Material provided >>
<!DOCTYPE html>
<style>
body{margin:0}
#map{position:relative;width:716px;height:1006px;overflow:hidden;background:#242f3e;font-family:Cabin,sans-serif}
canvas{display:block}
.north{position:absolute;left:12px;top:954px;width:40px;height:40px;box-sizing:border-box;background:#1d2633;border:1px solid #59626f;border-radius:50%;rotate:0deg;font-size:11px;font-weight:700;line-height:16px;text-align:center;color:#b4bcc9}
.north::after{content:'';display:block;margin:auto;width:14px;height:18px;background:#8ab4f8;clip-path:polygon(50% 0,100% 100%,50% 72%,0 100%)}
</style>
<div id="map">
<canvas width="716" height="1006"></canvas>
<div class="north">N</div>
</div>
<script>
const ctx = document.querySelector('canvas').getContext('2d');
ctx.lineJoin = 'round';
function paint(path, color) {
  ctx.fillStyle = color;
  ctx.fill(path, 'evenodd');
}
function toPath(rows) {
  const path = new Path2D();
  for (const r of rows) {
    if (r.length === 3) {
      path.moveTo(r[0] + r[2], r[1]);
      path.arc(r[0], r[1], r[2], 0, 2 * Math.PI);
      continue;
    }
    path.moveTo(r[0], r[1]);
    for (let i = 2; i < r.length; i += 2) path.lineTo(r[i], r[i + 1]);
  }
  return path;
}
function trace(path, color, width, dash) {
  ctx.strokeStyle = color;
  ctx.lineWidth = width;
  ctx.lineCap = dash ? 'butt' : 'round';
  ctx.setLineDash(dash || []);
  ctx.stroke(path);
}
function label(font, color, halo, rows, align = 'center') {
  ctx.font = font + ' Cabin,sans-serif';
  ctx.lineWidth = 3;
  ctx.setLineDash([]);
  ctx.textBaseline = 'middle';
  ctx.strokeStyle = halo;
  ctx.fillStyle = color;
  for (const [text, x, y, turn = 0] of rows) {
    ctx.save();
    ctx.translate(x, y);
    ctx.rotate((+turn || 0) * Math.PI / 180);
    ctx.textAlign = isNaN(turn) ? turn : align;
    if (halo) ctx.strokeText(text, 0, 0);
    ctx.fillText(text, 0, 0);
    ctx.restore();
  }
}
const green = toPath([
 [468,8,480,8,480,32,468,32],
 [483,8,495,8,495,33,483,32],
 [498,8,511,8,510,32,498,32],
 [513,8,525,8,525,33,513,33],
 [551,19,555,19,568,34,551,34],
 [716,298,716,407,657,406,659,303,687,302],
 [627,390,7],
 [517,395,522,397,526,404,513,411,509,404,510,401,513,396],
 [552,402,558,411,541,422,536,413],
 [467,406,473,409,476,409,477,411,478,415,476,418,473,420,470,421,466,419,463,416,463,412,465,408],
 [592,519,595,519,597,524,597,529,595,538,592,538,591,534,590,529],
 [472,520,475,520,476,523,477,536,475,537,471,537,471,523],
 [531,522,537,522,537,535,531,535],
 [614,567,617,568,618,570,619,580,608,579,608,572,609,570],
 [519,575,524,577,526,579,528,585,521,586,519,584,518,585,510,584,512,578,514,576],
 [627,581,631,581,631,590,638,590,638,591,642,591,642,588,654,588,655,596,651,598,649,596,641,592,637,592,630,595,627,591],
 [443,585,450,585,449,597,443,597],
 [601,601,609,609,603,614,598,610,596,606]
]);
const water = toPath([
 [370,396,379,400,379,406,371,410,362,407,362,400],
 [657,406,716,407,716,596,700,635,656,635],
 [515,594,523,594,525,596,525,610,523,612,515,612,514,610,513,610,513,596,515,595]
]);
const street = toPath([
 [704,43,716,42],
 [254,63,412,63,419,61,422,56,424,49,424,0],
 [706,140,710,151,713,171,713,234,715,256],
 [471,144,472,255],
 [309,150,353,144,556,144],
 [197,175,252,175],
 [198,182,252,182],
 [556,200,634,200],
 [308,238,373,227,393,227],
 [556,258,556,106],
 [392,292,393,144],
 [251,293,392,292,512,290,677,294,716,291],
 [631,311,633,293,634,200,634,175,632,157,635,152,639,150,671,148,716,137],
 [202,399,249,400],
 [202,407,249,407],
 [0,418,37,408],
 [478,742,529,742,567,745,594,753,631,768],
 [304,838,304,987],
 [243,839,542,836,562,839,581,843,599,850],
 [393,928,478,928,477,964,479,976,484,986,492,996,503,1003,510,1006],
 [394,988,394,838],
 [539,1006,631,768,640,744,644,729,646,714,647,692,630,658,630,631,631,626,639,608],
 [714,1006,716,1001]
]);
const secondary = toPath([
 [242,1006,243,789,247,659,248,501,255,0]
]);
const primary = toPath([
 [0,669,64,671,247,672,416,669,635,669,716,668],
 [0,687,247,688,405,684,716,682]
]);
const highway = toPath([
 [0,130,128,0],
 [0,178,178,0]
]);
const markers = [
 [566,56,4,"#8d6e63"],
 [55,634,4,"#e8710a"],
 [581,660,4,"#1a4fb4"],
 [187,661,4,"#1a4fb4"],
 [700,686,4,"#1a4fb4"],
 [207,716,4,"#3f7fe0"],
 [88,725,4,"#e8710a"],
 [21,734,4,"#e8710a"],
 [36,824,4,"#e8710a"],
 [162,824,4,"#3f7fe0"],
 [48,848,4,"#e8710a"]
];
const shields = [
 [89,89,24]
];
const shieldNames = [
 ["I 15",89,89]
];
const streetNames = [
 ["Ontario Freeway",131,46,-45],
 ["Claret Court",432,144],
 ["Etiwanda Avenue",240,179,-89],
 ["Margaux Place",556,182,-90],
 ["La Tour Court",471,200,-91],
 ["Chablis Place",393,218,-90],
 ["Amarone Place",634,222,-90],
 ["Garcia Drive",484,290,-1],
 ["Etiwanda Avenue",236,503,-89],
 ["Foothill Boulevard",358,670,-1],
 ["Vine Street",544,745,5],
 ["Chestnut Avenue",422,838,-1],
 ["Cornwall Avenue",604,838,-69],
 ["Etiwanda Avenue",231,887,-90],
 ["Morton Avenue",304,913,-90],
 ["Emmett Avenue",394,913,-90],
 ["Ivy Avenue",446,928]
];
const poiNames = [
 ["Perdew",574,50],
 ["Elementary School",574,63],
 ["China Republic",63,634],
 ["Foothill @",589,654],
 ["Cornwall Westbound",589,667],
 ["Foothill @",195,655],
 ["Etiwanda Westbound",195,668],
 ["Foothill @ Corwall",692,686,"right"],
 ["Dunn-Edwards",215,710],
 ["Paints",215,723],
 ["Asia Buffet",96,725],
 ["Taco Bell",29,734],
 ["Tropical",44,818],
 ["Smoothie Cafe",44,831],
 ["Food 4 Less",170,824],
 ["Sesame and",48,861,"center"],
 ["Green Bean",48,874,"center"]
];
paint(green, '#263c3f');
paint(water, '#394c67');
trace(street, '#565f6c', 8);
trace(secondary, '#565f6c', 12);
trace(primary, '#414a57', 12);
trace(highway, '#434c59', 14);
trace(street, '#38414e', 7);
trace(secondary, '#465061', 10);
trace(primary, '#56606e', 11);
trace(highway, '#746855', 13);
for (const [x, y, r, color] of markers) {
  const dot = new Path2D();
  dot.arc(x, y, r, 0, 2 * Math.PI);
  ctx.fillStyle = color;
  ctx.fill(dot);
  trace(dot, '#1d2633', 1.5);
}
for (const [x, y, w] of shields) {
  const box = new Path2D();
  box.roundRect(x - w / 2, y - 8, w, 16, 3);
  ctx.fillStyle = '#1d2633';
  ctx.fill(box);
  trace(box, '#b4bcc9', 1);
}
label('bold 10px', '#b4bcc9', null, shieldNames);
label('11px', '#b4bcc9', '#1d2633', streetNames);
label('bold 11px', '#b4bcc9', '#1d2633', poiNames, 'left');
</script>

What to do >> Scan the listing for "align" and copy out each line that has it.

Expected answer >>
.north{position:absolute;left:12px;top:954px;width:40px;height:40px;box-sizing:border-box;background:#1d2633;border:1px solid #59626f;border-radius:50%;rotate:0deg;font-size:11px;font-weight:700;line-height:16px;text-align:center;color:#b4bcc9}
function label(font, color, halo, rows, align = 'center') {
    ctx.textAlign = isNaN(turn) ? turn : align;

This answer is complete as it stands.